Cambridge University Press, 2024, 480 pp.

Guillermo Pineda Villavicencio

Polytopes, which are $d$-dimensional analogues of convex polygons, have attracted attention for millennia. There are the famous Platonic solids—the tetrahedron, cube, octahedron, dodecahedron, and icosahedron—which appear in popular culture as common shapes for dice used in board games. Salvador Dalí blended religious imagery with a net of a tesseract in his painting Crucifixion (Corpus Hypercubus). The dodecahedron has even appeared at Burning Man in the form of the sculpture Unfolding Humanity; see Figure 1. There is an aesthetic appeal to polytopes; some ascribe an almost supernatural meaning to them. From time to time, they are even useful.

Polytopes have an enormous array of connections to various parts of mathematics. Their symmetries can be encoded by Coxeter groups; they appear in mathematical physics in the form of reflexive polytopes, the amplituhedron AHT14, cosmological polytopes AHBP17, and more; they can be viewed as cell complexes homeomorphic to a ball; and there are a plethora of other combinatorial connections. Learning about polytopes is an adventure, and Polytopes and Graphs provides a map between, well, polytopes and graphs.

Pineda Villavicencio intends this book for “undergraduate and graduate students, as well as any researcher interested in the fascinating world of graphs of polytopes.” It’s a daunting task, but he achieves it. This text could easily be used as part of a one- or two-semester course on polytopes and their graphs, providing lots of room for flexibility. Most chapters have roughly $15$ to $20$ exercises at the end, though one chapter has just three and another has five. The book also serves as a one-stop shop for state-of-the-art results, e.g., Xue’s proof of Grünbaum’s lower bound conjecture for faces of certain polytopes.

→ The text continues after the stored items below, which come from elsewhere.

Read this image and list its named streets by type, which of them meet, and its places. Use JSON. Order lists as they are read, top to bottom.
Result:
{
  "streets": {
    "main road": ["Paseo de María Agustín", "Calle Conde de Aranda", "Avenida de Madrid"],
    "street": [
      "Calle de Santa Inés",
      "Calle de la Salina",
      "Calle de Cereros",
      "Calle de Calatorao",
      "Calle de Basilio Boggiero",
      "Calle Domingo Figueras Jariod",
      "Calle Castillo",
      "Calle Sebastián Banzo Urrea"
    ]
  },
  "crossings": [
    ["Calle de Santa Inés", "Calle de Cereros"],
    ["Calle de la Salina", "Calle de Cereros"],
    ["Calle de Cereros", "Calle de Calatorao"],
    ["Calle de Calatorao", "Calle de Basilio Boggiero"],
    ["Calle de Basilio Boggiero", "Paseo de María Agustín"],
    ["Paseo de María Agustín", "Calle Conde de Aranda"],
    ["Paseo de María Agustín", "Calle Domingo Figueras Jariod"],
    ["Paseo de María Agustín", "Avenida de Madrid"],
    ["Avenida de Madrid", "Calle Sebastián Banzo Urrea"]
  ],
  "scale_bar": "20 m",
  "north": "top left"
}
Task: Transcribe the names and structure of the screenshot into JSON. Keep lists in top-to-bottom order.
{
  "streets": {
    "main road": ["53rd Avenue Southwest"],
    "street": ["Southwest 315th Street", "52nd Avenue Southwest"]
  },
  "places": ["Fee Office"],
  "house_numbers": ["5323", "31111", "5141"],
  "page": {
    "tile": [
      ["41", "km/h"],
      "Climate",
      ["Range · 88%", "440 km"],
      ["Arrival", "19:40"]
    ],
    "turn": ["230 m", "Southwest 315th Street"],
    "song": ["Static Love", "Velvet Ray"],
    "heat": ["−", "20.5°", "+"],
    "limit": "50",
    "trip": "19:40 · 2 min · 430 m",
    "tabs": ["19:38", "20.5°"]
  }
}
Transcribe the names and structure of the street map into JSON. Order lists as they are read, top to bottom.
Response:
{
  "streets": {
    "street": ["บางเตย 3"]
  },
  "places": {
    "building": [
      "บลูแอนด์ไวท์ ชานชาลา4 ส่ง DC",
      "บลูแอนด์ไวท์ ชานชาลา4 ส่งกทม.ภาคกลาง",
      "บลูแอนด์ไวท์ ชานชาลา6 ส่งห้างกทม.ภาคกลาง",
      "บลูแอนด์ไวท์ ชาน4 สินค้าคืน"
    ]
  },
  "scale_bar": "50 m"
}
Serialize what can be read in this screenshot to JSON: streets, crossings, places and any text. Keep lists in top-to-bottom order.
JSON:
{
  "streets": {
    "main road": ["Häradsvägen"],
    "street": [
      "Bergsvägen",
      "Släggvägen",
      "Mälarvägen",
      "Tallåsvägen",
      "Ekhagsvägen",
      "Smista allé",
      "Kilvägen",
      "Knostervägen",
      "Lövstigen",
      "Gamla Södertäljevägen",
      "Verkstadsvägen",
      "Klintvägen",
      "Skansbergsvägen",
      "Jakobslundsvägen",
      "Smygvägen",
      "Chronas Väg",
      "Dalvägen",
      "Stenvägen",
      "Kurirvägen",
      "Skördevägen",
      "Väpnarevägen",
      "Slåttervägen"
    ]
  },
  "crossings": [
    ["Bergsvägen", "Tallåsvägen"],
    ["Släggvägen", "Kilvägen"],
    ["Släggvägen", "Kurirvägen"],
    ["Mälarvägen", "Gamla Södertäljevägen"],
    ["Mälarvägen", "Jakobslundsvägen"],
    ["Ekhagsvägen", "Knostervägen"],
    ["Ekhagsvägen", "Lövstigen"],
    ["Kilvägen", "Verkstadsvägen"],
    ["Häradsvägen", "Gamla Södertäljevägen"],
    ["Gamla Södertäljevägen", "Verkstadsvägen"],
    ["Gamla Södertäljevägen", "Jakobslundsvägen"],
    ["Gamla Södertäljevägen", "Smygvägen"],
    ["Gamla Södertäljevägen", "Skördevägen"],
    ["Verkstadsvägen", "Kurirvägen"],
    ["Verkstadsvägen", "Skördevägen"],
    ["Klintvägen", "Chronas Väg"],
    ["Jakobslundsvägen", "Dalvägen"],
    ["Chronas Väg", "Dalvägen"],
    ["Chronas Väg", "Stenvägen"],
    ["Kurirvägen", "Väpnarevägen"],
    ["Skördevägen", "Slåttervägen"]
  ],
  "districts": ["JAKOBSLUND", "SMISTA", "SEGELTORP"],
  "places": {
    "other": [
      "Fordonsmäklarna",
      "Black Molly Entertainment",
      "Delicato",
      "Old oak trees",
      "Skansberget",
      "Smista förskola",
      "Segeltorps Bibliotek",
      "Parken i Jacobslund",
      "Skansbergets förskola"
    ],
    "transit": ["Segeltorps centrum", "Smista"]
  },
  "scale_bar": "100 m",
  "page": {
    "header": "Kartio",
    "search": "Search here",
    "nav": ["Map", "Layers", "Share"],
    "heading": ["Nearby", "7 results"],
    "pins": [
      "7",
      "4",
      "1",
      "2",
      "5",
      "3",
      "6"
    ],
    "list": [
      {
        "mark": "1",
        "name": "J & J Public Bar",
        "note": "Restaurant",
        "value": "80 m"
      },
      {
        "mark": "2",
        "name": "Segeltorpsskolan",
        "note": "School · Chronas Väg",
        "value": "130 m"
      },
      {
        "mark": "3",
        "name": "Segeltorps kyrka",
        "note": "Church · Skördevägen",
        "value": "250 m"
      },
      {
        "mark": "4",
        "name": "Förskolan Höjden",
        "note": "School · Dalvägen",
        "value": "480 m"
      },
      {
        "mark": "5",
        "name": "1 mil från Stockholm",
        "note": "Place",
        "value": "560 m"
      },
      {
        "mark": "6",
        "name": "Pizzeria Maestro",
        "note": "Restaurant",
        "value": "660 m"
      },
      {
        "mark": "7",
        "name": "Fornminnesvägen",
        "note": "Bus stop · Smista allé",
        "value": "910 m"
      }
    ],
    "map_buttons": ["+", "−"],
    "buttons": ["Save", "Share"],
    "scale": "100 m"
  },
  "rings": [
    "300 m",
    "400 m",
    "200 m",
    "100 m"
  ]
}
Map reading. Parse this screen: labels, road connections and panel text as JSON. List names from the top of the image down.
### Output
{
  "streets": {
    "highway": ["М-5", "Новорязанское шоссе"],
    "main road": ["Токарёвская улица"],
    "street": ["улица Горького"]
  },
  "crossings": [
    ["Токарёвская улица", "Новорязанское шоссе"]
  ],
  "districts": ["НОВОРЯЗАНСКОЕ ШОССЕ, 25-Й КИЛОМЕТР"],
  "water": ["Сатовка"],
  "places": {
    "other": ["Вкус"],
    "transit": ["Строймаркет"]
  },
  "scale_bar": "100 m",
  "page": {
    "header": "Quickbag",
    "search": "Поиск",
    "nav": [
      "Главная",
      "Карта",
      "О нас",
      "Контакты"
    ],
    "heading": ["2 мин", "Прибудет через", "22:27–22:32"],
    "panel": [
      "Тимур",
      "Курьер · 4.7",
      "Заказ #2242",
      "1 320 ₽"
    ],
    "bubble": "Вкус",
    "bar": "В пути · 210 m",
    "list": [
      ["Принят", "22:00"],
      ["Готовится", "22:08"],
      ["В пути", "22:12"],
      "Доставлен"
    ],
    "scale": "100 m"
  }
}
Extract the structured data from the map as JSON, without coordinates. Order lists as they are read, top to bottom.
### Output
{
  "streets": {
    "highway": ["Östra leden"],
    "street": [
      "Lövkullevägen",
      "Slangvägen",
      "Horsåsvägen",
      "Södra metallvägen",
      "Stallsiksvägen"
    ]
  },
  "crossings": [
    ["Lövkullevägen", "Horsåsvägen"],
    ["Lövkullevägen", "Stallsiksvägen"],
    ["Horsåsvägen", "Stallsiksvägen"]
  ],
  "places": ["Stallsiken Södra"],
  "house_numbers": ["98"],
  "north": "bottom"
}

I found myself comparing this book with two classic texts on this topic: Lectures on Polytopes by Günter Ziegler Zie95 and Convex Polytopes by Branko Grünbaum Grü03. These are classics for a reason: they are accessible and thorough, and they touch on recent developments in the study of polytopes. However, as the world of polytopes is lively and new results appear frequently, an up-to-date text is welcome.

Figure 1.

Unfolding Humanity.

This is one of the biggest advantages of Polytopes and Graphs: it provides readers an accessible way to learn about polytopes, and it guides them to recent work. The book assumes familiarity with basic graph theory, but it kindly includes any necessary graph-theoretic background in an appendix. Of course, not every result can be proven in full detail, sometimes due to space and other times due to requiring techniques that stray too far from the central themes of the book. To remedy this, there are a generous number of footnote references and end-of-chapter discussions that point the reader to additional sources.

The first chapter contains some essential background on linear subspaces, relevant topological notions, as well as the fundamentals of affine, projective, and convex geometry. A researcher could easily skip this chapter or simply refer back to it as needed, but I strongly recommend students start here. While there are a lot of topics to cover, there are plenty of illustrations to help the readers build their intuition. At the same time, the chapter’s postscript—as with every chapter’s postscript—provides the interested reader with numerous sources for additional reading.

Momentum builds in the second chapter, where polyhedra are defined and studied carefully. They can be represented in two ways: one, using a finite set of linear equalities and inequalities, called the $H$-representation, and two, the sum of a cone and the convex hull of a finite set of points, called the $V$-representation. It’s nontrivial to show that every polyhedron has both an $H$-representation and $V$-representation, and the author takes time emphasizing the differences between the two.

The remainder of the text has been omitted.